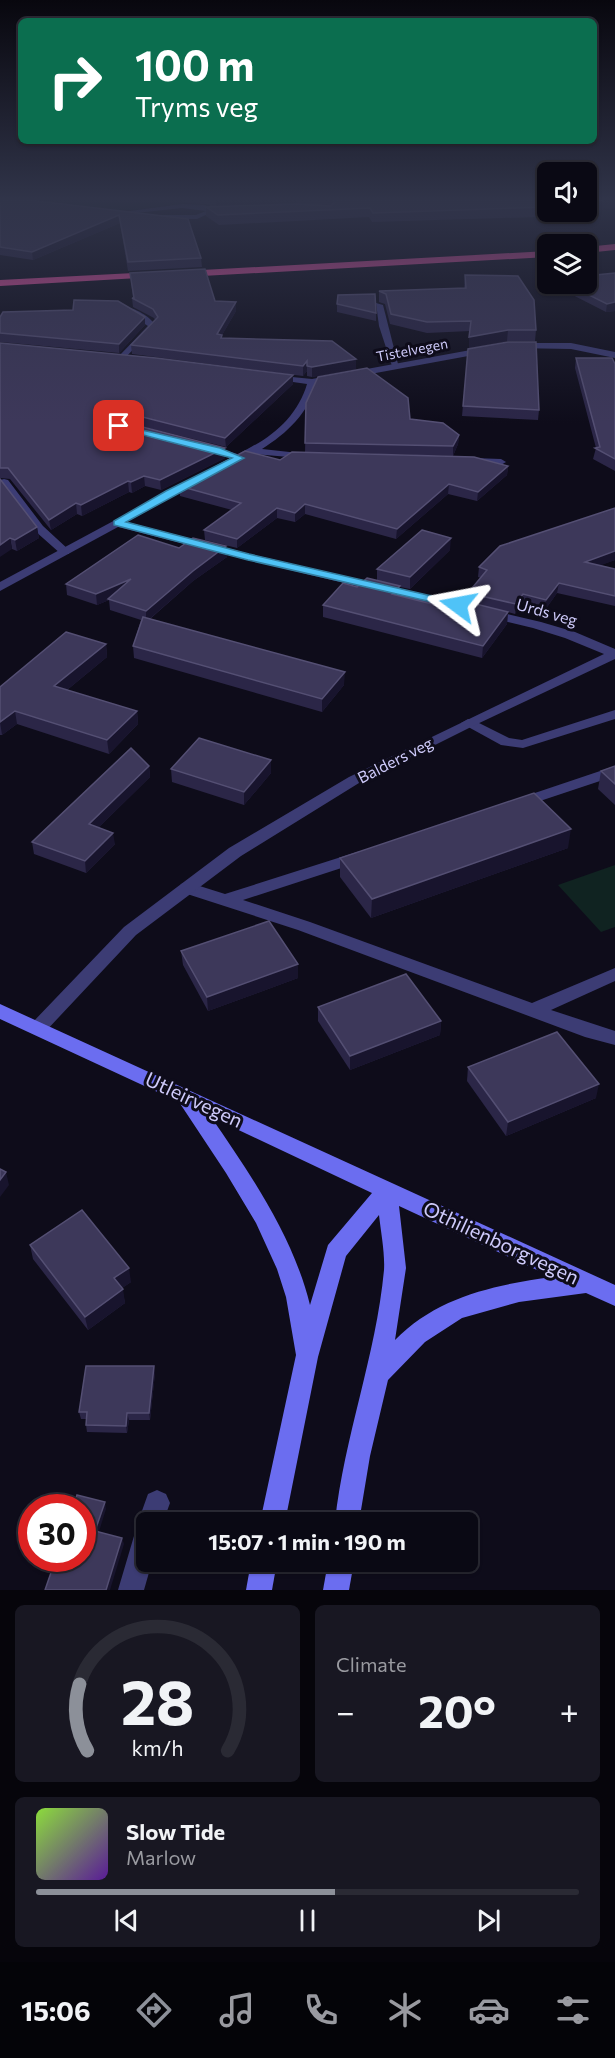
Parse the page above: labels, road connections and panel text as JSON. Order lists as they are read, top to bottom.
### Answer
{
  "streets": {
    "main road": ["Utleirvegen", "Othilienborgvegen"],
    "street": ["Tistelvegen", "Urds veg", "Balders veg"]
  },
  "crossings": [
    ["Urds veg", "Balders veg"],
    ["Balders veg", "Utleirvegen"],
    ["Utleirvegen", "Othilienborgvegen"]
  ],
  "page": {
    "turn": ["100 m", "Tryms veg"],
    "limit": "30",
    "trip": "15:07 · 1 min · 190 m",
    "tile": "Climate",
    "heat": ["−", "20°", "+"],
    "song": ["Slow Tide", "Marlow"],
    "tabs": "15:06",
    "gauge": ["28", "km/h"]
  }
}
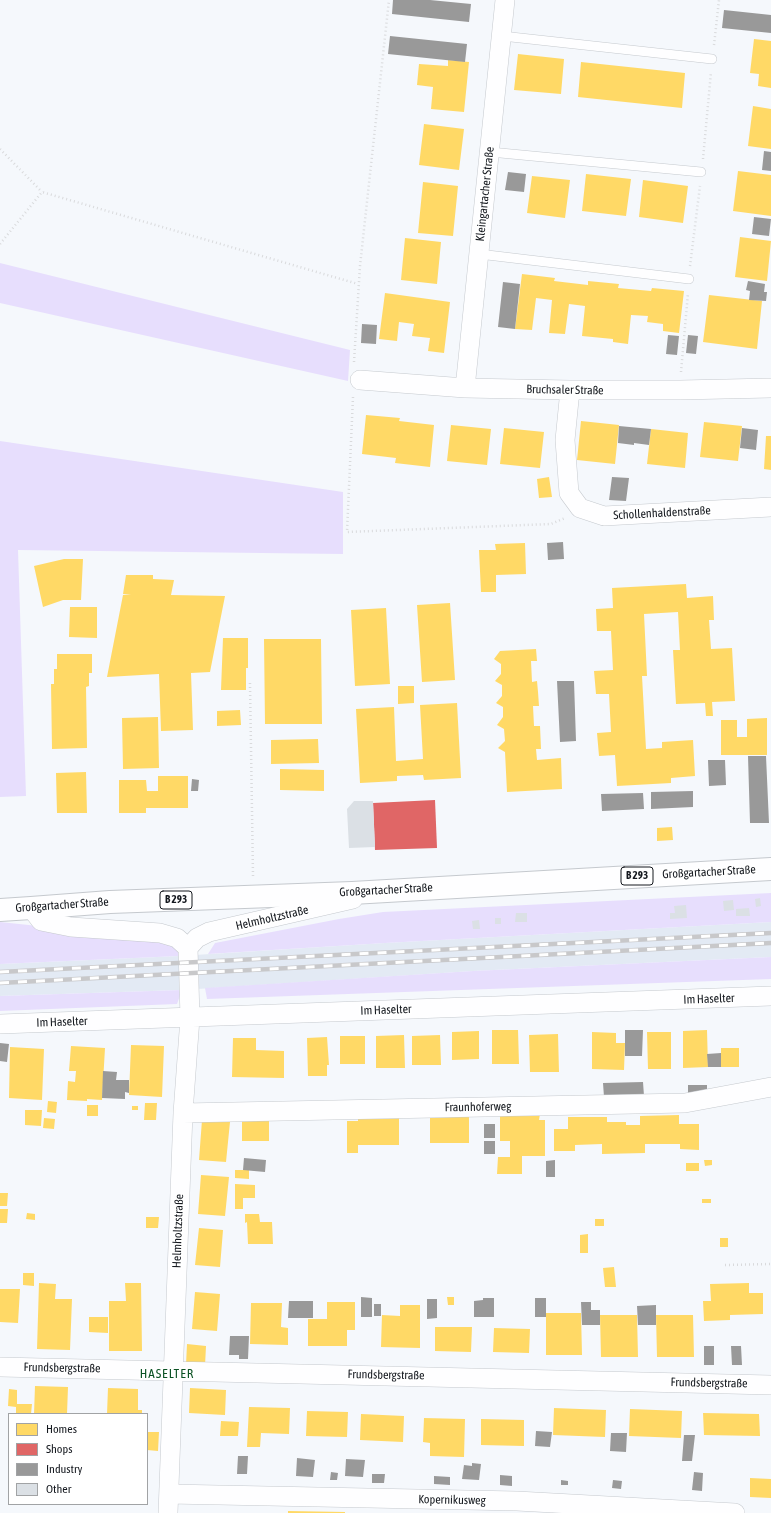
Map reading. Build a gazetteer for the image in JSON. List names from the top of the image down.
{
  "streets": {
    "main road": ["Großgartacher Straße", "B 293"],
    "street": [
      "Kleingartacher Straße",
      "Bruchsaler Straße",
      "Schollenhaldenstraße",
      "Helmholtzstraße",
      "Im Haselter",
      "Fraunhoferweg",
      "Frundsbergstraße",
      "Kopernikusweg"
    ]
  },
  "crossings": [
    ["Kleingartacher Straße", "Bruchsaler Straße"],
    ["Großgartacher Straße", "Helmholtzstraße"],
    ["Helmholtzstraße", "Im Haselter"],
    ["Helmholtzstraße", "Fraunhoferweg"],
    ["Helmholtzstraße", "Frundsbergstraße"],
    ["Helmholtzstraße", "Kopernikusweg"]
  ],
  "districts": ["HASELTER"],
  "legend": [
    "Homes",
    "Shops",
    "Industry",
    "Other"
  ]
}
============
### [TASK PROMPT]
Your task is to set down the records shown above exactly, minus any pictures.

### [ANSWER AREA]
Parse the page above: labels, road connections and panel text as JSON. Order lists as they are read, top to bottom.
### Answer
{
  "streets": {
    "main road": ["Utleirvegen", "Othilienborgvegen"],
    "street": ["Tistelvegen", "Urds veg", "Balders veg"]
  },
  "crossings": [
    ["Urds veg", "Balders veg"],
    ["Balders veg", "Utleirvegen"],
    ["Utleirvegen", "Othilienborgvegen"]
  ],
  "page": {
    "turn": ["100 m", "Tryms veg"],
    "limit": "30",
    "trip": "15:07 · 1 min · 190 m",
    "tile": "Climate",
    "heat": ["−", "20°", "+"],
    "song": ["Slow Tide", "Marlow"],
    "tabs": "15:06",
    "gauge": ["28", "km/h"]
  }
}
Map reading. Build a gazetteer for the image in JSON. List names from the top of the image down.
{
  "streets": {
    "main road": ["Großgartacher Straße", "B 293"],
    "street": [
      "Kleingartacher Straße",
      "Bruchsaler Straße",
      "Schollenhaldenstraße",
      "Helmholtzstraße",
      "Im Haselter",
      "Fraunhoferweg",
      "Frundsbergstraße",
      "Kopernikusweg"
    ]
  },
  "crossings": [
    ["Kleingartacher Straße", "Bruchsaler Straße"],
    ["Großgartacher Straße", "Helmholtzstraße"],
    ["Helmholtzstraße", "Im Haselter"],
    ["Helmholtzstraße", "Fraunhoferweg"],
    ["Helmholtzstraße", "Frundsbergstraße"],
    ["Helmholtzstraße", "Kopernikusweg"]
  ],
  "districts": ["HASELTER"],
  "legend": [
    "Homes",
    "Shops",
    "Industry",
    "Other"
  ]
}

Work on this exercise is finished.